José Ángel Leyva | 01.12.2016
¿Después de la guerra? Entrevista con Jotamario Arbeláez (Primera de dos partes)  

Cuando al candidato a la presidencia de la República de Colombia, Jorge Eliécer Gaitán, lo abatieron a balazos y Bogotá y otras ciudades ardieron ante la represión a las masas enardecidas, José Mario “Jotamario” Arbeláez tenía alrededor de ocho años, en su natal Cali. El famoso bogotazo no inauguraba una época violenta de Colombia, sólo era la explosión de una cadena de homicidios generada por la lucha entre liberales y conservadores. Tras el NO mayoritario al plebiscito convocado por el ahora Premio Nobel de la Paz, el presidente Juan Manuel Santos, y el abrumador abstencionismo ciudadano, quedan suspendidas en el aire las interrogantes sobre un posible fin a la violencia que ha desangrado a Colombia durante sesenta años, tal como lo narra Gabriel García Márquez en Vivir para contarla. Esta conversación con Jotamario Arbeláez tuvo lugar unos días antes del plebiscito, bajo la convicción de un SÍ arrollador. La realidad fue contraria. Pero este poeta de setenta y seis años hace el recuento de una vida consagrada a buscar la paz, incluso desde aquel sueño nadaísta que en 1958 fundara el llamado profeta de la nada, Gonzalo Arango, cuando veían la transgresión y el escándalo como formas de cambiar el curso de la patria.  JAL

 

José Ángel Leyva: En la atmósfera familiar, con un padre de oficio sastre que paseaba su trabajo entre la moda y la necesidad del vestido, ¿qué era para ti un poeta antes de serlo en el Cali de tu infancia?

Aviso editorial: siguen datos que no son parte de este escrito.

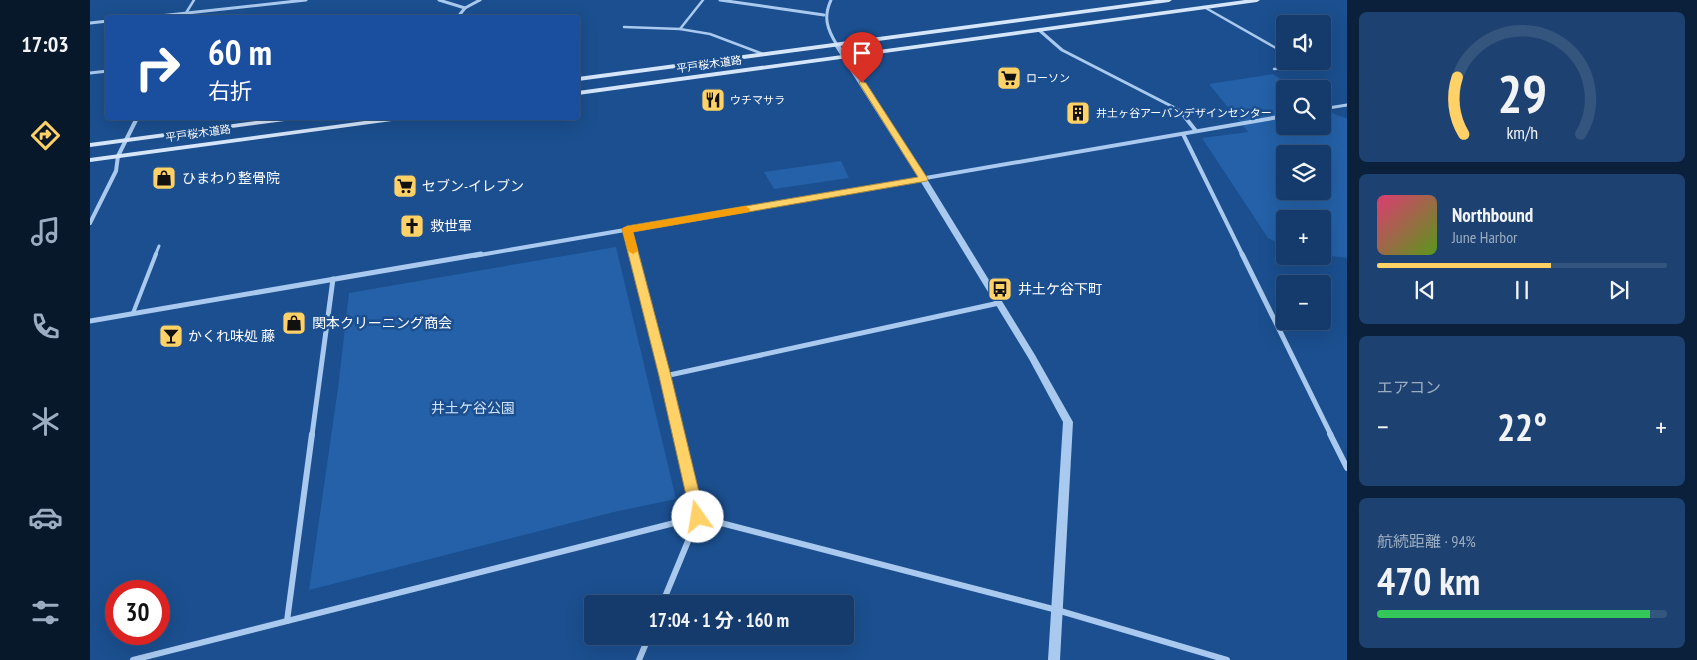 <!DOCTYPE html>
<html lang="ja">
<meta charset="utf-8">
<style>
:root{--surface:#143b6b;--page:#1d4271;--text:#f1f3f6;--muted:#9dadc1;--line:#33557e;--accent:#ffd166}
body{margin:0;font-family:"PT Sans Narrow","Noto Sans JP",sans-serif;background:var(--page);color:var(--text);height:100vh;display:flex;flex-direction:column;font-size:19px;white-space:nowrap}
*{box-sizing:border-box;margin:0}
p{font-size:16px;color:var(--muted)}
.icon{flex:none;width:28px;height:28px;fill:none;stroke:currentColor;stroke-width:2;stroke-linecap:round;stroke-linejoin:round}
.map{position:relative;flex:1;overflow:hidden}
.panel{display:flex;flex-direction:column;gap:12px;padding:12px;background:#0b203b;width:350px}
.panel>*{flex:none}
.guide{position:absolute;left:15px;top:15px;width:475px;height:105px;border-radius:5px;box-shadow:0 5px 20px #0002,0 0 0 1px var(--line);background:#1a4fa0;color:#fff;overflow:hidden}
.tools{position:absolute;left:1186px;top:15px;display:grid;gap:10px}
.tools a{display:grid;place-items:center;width:55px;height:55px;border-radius:5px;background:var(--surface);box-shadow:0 5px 20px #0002,0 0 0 1px var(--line);font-size:25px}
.speed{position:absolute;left:15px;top:580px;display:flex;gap:10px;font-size:25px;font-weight:700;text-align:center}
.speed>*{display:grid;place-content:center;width:65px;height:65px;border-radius:50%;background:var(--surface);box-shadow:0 5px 20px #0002,0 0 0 1px var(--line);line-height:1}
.speed .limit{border:8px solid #d22;background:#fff;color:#111}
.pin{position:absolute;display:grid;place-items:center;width:42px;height:42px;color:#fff;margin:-51px -21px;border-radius:50% 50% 50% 0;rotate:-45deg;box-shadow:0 0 5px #0007}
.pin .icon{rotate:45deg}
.me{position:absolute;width:55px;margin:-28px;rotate:347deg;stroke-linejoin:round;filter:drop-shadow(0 0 4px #0008)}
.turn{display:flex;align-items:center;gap:18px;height:105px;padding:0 20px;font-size:22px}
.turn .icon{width:65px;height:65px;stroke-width:2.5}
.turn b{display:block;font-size:35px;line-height:42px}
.big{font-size:38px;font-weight:700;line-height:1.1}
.panel .card{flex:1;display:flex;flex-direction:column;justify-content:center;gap:8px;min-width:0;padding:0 18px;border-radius:8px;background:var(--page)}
.panel .dial{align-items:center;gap:0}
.dial svg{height:130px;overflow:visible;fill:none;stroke:var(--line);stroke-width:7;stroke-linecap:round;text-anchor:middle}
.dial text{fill:var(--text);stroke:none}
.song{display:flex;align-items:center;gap:15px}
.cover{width:60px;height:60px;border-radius:8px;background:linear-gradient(135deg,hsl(340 70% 55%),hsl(90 70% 35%))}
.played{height:5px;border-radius:2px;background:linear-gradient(90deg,var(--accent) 60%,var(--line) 60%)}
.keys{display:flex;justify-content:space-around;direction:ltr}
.heat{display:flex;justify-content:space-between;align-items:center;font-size:28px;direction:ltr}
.charge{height:8px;border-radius:4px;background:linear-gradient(90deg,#34c759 94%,var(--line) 0)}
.trip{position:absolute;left:494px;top:595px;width:270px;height:50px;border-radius:5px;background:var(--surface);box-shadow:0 5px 20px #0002,0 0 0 1px var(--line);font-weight:700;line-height:50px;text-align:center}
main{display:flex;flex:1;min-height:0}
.menu{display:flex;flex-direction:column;width:90px;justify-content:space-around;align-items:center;background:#08182b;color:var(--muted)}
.menu .icon{width:35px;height:35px}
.menu .selected{color:var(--accent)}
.menu b{font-size:22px;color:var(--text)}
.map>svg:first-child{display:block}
.green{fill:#2461a8;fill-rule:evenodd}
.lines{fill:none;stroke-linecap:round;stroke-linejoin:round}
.service-far2{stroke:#a9c9ee;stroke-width:2.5}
.service-far1{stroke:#a9c9ee;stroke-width:3}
.service{stroke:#a9c9ee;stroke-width:4}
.minor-far3{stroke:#a9c9ee;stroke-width:3}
.minor-far2{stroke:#a9c9ee;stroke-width:4}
.minor-far1{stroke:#a9c9ee;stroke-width:5}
.minor{stroke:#a9c9ee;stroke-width:6}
.tertiary{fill:#a9c9ee;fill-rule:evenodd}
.secondary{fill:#d6e6fa;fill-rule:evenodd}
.route{fill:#ffd166;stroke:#a68842}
.slow{fill:#f59e0b}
.labels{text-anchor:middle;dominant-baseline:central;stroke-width:5;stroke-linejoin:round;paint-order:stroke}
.far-street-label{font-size:11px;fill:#fff;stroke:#1b4f8f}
.far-poi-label{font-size:11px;fill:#fff;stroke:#1b4f8f;text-anchor:start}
.poi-label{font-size:14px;fill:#fff;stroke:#1b4f8f;text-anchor:start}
.park-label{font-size:14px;fill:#cfe3fa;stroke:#1b4f8f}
</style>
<main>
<nav class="menu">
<b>17:03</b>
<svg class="icon selected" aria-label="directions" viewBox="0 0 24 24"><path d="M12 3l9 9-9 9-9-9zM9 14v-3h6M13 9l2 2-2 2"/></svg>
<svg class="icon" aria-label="music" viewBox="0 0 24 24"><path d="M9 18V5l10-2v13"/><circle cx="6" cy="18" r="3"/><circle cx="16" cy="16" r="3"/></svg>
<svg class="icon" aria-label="phone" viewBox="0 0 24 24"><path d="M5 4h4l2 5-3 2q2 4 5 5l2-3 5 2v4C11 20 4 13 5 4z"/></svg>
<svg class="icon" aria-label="climate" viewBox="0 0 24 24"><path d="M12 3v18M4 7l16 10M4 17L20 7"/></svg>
<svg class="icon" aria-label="car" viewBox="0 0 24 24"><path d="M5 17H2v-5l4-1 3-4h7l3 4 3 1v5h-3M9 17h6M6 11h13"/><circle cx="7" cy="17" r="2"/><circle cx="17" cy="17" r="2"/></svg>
<svg class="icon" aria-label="filters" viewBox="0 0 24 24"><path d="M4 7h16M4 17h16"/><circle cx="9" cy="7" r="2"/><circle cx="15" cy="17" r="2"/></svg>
</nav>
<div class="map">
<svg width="1257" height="660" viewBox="0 0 1257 660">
<rect width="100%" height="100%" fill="#1b4f8f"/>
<g class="green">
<path d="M1183,74L1205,89H1195V126H1232L1233,106L1246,115L1257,118V258L1233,255L1232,219H1195V246L1178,238L1112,138L1158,132L1119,84ZM1195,154H1232V191H1195Z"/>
<path d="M751,161L759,178L684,189L674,172Z"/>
<path d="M526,247L586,499L524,512L219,590L248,388L259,293Z"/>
</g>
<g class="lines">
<g class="service-far2">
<path d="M1114,7L1186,48L1188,53L1195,58"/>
<path d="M96,13L104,0"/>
<path d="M534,27L590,29L620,34L673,54"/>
<path d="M590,29L613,0"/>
<path d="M1184,69L1208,67L1200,61"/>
</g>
<path class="service-far1" d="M65,256L69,246"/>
<path class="service" d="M43,313L66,254"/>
<g class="minor-far3">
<path d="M349,0L375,8"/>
<path d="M630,0L734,15"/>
<path d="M741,0C733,17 737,29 747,45"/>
<path d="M51,18L216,0"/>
<path d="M367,18L375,8L390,0"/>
<path d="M0,23L18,21"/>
<path d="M949,30L972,50L1089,110L1092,113"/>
<path d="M0,73L18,71"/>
<path d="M1232,109L1257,105"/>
</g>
<g class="minor-far2">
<path d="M1091,112L1106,131"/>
<path d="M1093,134L1153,256"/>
<path d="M0,223L26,171L28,156L47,118"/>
<path d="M537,229L544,256"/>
<path d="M384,256L1195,116"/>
</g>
<g class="minor-far1">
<path d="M544,254L589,435"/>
<path d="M1152,254L1241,435"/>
<path d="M0,321L391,254"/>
<path d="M575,376L909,303"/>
<path d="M222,435L243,279"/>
</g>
<g class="minor">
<path d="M1240,434L1257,468"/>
<path d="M572,604L608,517L588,434"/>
<path d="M197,621L222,434"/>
<path d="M43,660L608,517L967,610L1137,660"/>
<path d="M549,660L559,636"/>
</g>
<path class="tertiary" d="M747,43L750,45L837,179L945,355L983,422L970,660H958L973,422L939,359L829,179L744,45Z"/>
<g class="secondary">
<path d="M1066,0H1082L1079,2L488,81V77Z"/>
<path d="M1155,0H1170L1167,2L488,95V91Z"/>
<path d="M189,118H206L202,120L0,147V143Z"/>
<path d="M297,118H313L309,120L0,162V158Z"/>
</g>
</g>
<path class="route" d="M770,81L776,83L838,179L837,181L543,232L581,376L615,517L613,522L608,524L603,522L601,517L569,376L532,229L537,226L828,177L769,83Z"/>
<path class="slow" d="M655,206L660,209L659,212L543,232L548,251L543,254L538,251L532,229L534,227Z"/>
<defs>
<g id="supermarket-square" transform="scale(1.25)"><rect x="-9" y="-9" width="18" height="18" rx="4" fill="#ffd166" stroke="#1b4f8f"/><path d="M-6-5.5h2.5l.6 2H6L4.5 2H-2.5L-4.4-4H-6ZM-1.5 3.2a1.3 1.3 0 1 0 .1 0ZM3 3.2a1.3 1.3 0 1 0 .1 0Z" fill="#111"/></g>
<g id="restaurant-square" transform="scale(1.25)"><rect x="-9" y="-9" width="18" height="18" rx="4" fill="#ffd166" stroke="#1b4f8f"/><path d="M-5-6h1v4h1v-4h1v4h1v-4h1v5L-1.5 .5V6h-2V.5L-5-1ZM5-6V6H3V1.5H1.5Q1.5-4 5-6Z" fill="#111"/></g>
<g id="building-square" transform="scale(1.25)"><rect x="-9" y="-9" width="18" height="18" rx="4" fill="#ffd166" stroke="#1b4f8f"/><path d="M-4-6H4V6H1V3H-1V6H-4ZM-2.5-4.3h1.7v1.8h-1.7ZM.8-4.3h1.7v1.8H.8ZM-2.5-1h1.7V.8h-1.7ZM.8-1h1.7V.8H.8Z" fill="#111"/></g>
<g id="shop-square" transform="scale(1.25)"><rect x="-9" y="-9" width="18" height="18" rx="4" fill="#ffd166" stroke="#1b4f8f"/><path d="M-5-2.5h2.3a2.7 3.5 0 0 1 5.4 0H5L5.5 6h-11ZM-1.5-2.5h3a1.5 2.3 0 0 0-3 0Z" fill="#111"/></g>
<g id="church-square" transform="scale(1.25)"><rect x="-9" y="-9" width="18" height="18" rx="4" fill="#ffd166" stroke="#1b4f8f"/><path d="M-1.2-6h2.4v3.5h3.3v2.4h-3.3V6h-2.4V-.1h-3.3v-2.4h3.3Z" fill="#111"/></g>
<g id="bus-square" transform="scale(1.25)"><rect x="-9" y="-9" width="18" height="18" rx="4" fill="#ffd166" stroke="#1b4f8f"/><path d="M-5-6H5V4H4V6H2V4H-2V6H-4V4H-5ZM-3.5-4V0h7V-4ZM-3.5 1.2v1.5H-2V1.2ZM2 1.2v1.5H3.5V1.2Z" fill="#111"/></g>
<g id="bar-square" transform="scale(1.25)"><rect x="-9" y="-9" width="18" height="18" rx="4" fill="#ffd166" stroke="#1b4f8f"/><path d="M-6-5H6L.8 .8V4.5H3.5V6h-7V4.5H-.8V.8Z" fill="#111"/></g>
</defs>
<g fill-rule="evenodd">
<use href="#supermarket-square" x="919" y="78"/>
<use href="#restaurant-square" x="623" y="100"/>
<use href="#building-square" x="988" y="113"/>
<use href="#shop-square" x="74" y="178"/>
<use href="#supermarket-square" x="315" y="186"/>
<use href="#church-square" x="322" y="226"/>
<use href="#bus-square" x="910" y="289"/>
<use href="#shop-square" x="204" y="323"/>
<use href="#bar-square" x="81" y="336"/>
</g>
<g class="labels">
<g class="far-street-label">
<text transform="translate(619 64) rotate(-8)">平戸桜木道路</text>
<text transform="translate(108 133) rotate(-8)">平戸桜木道路</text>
</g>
<g class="far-poi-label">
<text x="936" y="78">ローソン</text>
<text x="640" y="100">ウチマサラ</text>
<text x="1006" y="113">井土ヶ谷アーバンデザインセンター</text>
</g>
<g class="poi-label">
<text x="92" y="178">ひまわり整骨院</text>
<text x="332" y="186">セブン-イレブン</text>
<text x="340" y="226">救世軍</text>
<text x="928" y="289">井土ケ谷下町</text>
<text x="222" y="323">関本クリーニング商会</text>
<text x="98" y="336">かくれ味処 藤</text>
</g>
<g class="park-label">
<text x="383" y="408">井土ケ谷公園</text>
</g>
</g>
</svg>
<div class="tools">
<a><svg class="icon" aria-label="sound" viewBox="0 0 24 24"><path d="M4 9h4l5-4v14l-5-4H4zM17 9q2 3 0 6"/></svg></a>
<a><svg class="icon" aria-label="search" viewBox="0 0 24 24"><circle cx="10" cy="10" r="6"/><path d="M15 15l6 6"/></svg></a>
<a><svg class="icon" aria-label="layers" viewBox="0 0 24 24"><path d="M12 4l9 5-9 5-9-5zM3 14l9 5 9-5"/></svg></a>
<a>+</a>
<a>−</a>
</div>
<div class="speed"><div class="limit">30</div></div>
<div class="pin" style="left:772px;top:83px;background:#d93025"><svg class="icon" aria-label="arrive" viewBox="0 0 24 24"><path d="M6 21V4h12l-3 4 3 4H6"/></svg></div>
<svg class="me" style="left:608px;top:517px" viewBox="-20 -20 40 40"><circle r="19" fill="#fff"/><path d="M0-13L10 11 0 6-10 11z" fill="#ffd166"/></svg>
<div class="trip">17:04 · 1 分 · 160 m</div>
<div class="guide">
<div class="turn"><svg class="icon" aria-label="right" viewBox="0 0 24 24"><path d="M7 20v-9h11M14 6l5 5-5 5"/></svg><div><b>60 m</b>右折</div></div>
</div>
</div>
<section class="panel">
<div class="card dial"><svg viewBox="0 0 100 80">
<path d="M14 69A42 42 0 1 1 86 69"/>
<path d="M14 69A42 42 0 0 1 10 34" stroke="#ffd166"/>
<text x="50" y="56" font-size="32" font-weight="700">29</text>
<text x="50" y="72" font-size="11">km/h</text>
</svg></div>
<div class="card">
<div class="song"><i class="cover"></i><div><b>Northbound</b><p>June Harbor</p></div></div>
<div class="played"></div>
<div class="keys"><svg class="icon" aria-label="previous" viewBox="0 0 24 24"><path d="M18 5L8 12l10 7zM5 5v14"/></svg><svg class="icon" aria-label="pause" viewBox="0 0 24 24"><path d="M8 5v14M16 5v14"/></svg><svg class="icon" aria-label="next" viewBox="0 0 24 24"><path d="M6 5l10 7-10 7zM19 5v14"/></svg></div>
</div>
<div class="card"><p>エアコン</p>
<div class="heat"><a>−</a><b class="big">22°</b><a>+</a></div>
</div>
<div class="card"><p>航続距離 · 94%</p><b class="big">470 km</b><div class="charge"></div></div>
</section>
</main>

jotamario arbeláez: Cali era algo más que una aldea y mi infancia fue algo así como la de Tom Sawyer, según apuntó Ismael Azul, mi sobrinito precoz. Me volaba de la escuela a pescar en el río Cali a sabiendas de que me podían llevar las aguas o algún viejito. Era un lugar idílico cruzado por la violencia. Echaban tantos cadáveres en los ríos que los pequeños peces se volvieron antropófagos y los gallinazos anfibios. Para mí, por entonces, un poeta era un cazador de cabezas. Un vindicador de injusticias sociales y un desdoncellador galopante; por lo menos eso había oído, que las damas se desmayaban ante un poeta, así como que los tiranos temblaban. Mi padre ya iba por Neruda y podía certificármelo. Y me confeccionaba trajes de paño para darme aires de pisaverde. Terminaba el bachillerato y era muy dudoso que me graduara. Así como el teatro de mi barrio San Nicolás sólo pasaba películas mexicanas de quinto patio, esas que mamá detestaba, “para ver pobreza me quedo en mi casa”. Me había comenzado a intoxicar con la poesía de Juan de Dios Peza, Amado Nervo y Manuel Acuña. Estaba ad portas de Apollinaire, de Bretón, de Artaud, de Michaux, de Eliot y Pound, pero había incursionado con fortuna en Nietzsche, Schopenhauer, Spengler y hasta Lombroso, libros que conseguía en baratillo en los andenes de la Plaza de Santa Rosa. Antes que poeta, me derretía por ser un filósofo de tiempos sombríos. Y si ambas disciplinas coexistían, así sería.

 

Armando Romero comenta que tú y él compartían barrio y la fortuna de que, en medio de la violencia cruenta en tu país, particularmente en Cali, ustedes tenían paradójicamente familias amorosas, y eso los salvó de la Vorágine. ¿Qué opinas al respecto?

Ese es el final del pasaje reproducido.